DATA RECORDS
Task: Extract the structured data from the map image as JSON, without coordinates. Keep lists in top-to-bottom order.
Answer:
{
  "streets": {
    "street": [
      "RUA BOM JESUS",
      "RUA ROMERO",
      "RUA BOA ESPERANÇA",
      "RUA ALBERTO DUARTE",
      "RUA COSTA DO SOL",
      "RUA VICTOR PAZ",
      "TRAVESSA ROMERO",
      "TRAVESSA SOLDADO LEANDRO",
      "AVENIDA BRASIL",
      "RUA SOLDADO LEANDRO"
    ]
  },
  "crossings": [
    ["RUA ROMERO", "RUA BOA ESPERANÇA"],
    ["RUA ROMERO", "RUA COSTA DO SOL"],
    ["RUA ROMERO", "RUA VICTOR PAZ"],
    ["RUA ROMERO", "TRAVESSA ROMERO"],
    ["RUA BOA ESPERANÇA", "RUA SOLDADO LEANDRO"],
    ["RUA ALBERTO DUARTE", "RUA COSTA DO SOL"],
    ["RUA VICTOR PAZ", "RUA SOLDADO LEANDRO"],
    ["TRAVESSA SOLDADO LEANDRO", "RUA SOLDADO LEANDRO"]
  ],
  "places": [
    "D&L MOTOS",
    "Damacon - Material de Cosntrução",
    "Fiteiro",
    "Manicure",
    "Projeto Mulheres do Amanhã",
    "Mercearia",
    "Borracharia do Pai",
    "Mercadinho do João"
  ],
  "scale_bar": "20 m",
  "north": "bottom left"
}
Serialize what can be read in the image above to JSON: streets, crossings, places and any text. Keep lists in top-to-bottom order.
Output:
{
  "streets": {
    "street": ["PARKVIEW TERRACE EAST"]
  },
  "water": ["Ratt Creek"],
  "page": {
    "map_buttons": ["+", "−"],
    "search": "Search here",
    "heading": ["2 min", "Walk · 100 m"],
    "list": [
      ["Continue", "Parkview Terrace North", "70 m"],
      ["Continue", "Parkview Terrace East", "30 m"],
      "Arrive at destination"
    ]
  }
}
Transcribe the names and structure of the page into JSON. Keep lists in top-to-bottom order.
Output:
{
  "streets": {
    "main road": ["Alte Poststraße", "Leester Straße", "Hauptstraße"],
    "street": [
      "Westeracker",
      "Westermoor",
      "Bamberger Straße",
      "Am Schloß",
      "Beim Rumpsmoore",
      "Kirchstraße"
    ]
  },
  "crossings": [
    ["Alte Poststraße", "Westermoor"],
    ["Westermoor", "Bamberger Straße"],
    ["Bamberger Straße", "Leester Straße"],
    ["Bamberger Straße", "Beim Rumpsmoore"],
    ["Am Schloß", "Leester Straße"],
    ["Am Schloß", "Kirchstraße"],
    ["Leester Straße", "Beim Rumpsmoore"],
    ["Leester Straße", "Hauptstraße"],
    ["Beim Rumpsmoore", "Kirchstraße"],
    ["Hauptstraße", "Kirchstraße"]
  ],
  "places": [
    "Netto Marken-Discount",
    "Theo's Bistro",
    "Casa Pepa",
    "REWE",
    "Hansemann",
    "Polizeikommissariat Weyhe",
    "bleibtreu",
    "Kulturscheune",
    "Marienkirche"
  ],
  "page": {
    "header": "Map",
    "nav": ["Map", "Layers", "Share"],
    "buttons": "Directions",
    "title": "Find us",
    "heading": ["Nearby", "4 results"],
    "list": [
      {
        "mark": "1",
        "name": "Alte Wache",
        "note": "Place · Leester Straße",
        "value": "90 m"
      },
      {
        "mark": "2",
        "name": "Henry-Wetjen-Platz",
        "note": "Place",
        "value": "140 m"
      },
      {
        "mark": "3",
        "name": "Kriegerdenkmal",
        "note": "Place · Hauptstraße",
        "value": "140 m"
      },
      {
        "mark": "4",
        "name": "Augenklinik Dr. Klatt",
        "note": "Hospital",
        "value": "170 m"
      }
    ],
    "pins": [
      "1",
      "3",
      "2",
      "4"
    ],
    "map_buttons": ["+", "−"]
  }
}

---

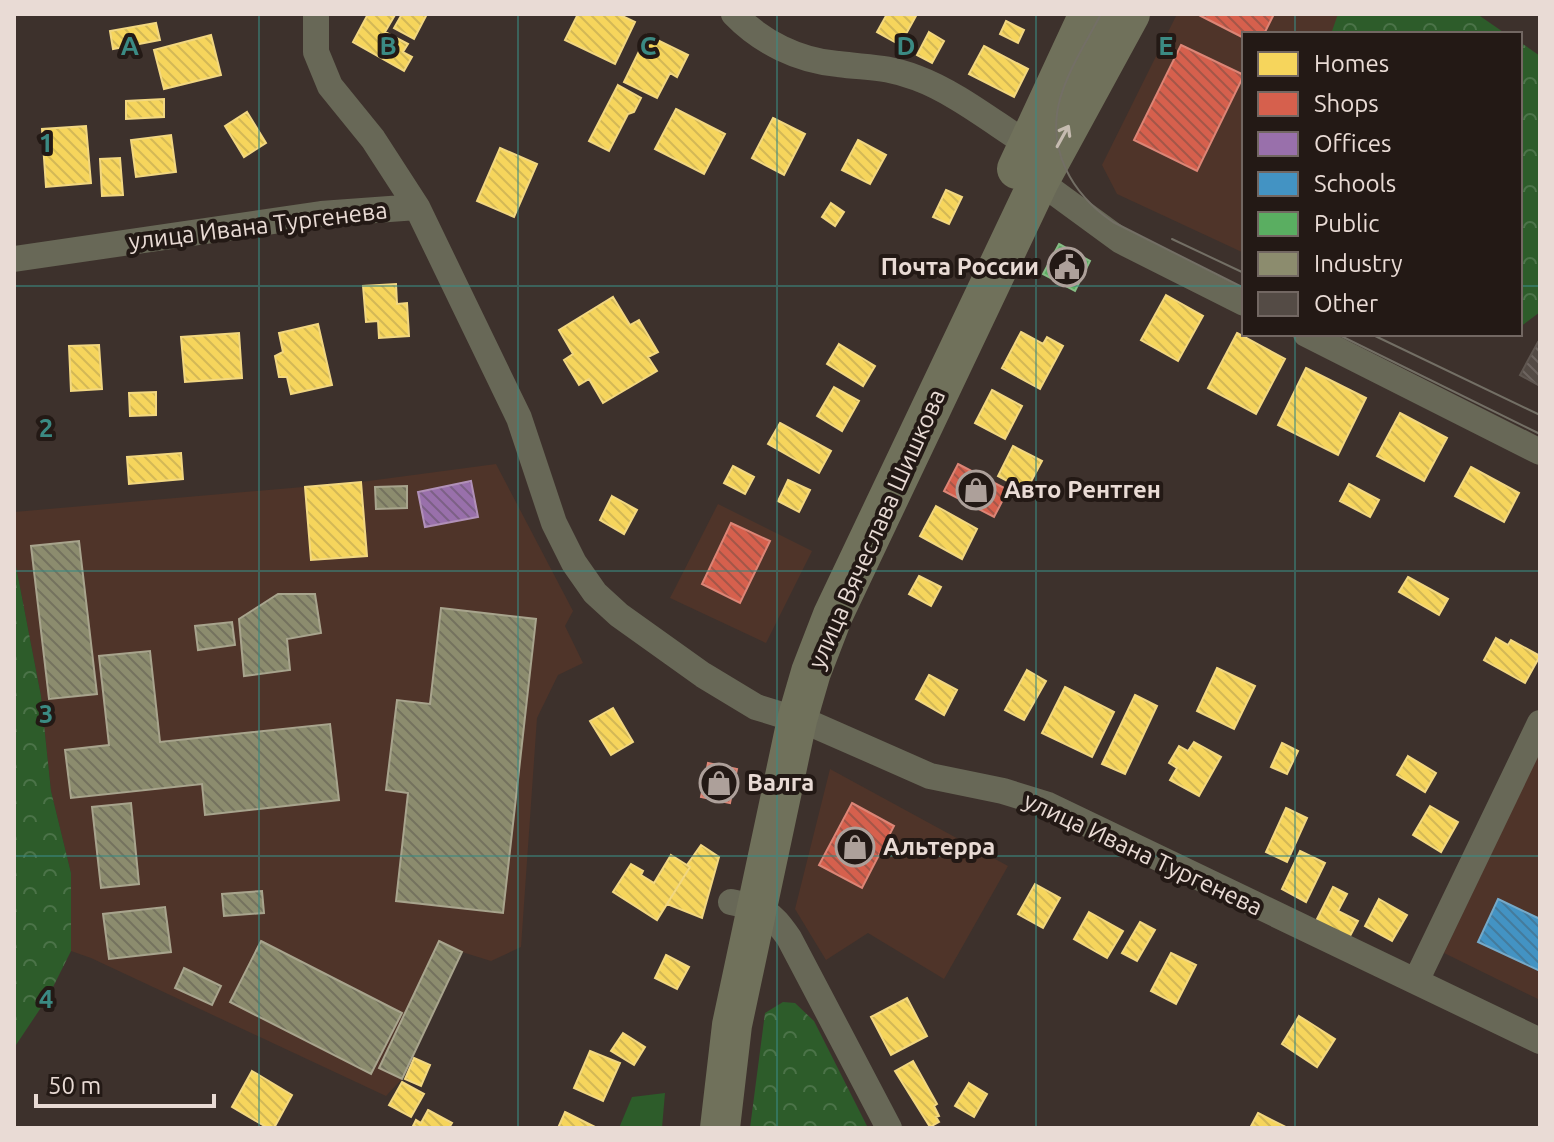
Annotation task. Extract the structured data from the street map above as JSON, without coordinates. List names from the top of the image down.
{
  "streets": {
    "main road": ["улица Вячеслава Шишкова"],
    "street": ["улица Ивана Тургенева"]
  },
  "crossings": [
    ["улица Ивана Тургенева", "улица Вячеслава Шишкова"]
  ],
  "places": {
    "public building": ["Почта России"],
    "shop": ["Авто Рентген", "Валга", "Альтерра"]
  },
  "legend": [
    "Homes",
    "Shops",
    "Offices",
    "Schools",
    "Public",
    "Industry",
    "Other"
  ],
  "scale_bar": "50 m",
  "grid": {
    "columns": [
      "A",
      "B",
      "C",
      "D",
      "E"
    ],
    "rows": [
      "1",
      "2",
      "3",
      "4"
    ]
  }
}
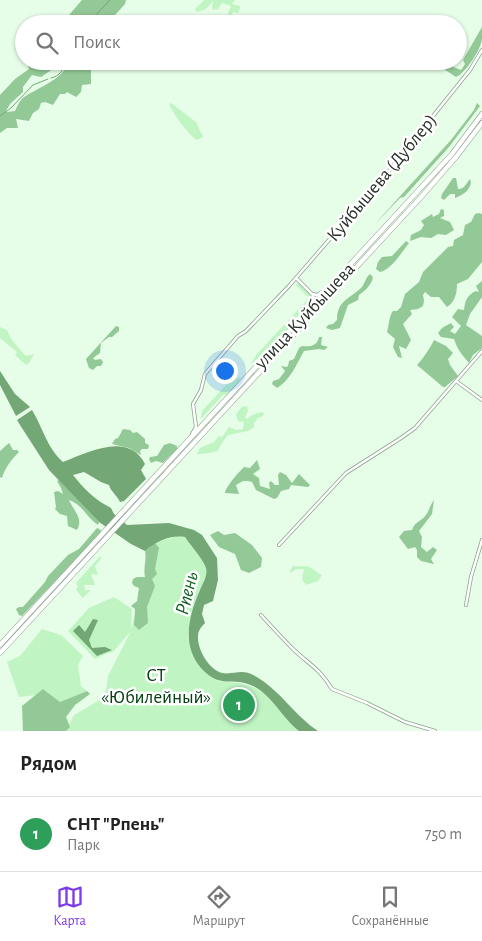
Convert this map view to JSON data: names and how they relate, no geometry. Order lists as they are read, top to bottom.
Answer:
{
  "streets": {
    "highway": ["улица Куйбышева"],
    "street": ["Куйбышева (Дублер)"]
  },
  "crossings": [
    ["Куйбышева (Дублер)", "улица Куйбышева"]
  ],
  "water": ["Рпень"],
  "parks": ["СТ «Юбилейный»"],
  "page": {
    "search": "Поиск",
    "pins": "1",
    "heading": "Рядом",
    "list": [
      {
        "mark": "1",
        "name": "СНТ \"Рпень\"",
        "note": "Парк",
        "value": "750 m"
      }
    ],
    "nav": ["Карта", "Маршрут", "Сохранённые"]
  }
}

EXERCISE PROMPT
Please, from the material above, copy only the lines from the line with "Task: Extract the" up to and including the line with "Transcribe the names", exactly as written.

EXERCISE OUTPUT
Task: Extract the structured data from the map image as JSON, without coordinates. Keep lists in top-to-bottom order.
Answer:
{
  "streets": {
    "street": [
      "RUA BOM JESUS",
      "RUA ROMERO",
      "RUA BOA ESPERANÇA",
      "RUA ALBERTO DUARTE",
      "RUA COSTA DO SOL",
      "RUA VICTOR PAZ",
      "TRAVESSA ROMERO",
      "TRAVESSA SOLDADO LEANDRO",
      "AVENIDA BRASIL",
      "RUA SOLDADO LEANDRO"
    ]
  },
  "crossings": [
    ["RUA ROMERO", "RUA BOA ESPERANÇA"],
    ["RUA ROMERO", "RUA COSTA DO SOL"],
    ["RUA ROMERO", "RUA VICTOR PAZ"],
    ["RUA ROMERO", "TRAVESSA ROMERO"],
    ["RUA BOA ESPERANÇA", "RUA SOLDADO LEANDRO"],
    ["RUA ALBERTO DUARTE", "RUA COSTA DO SOL"],
    ["RUA VICTOR PAZ", "RUA SOLDADO LEANDRO"],
    ["TRAVESSA SOLDADO LEANDRO", "RUA SOLDADO LEANDRO"]
  ],
  "places": [
    "D&L MOTOS",
    "Damacon - Material de Cosntrução",
    "Fiteiro",
    "Manicure",
    "Projeto Mulheres do Amanhã",
    "Mercearia",
    "Borracharia do Pai",
    "Mercadinho do João"
  ],
  "scale_bar": "20 m",
  "north": "bottom left"
}
Serialize what can be read in the image above to JSON: streets, crossings, places and any text. Keep lists in top-to-bottom order.
Output:
{
  "streets": {
    "street": ["PARKVIEW TERRACE EAST"]
  },
  "water": ["Ratt Creek"],
  "page": {
    "map_buttons": ["+", "−"],
    "search": "Search here",
    "heading": ["2 min", "Walk · 100 m"],
    "list": [
      ["Continue", "Parkview Terrace North", "70 m"],
      ["Continue", "Parkview Terrace East", "30 m"],
      "Arrive at destination"
    ]
  }
}
Transcribe the names and structure of the page into JSON. Keep lists in top-to-bottom order.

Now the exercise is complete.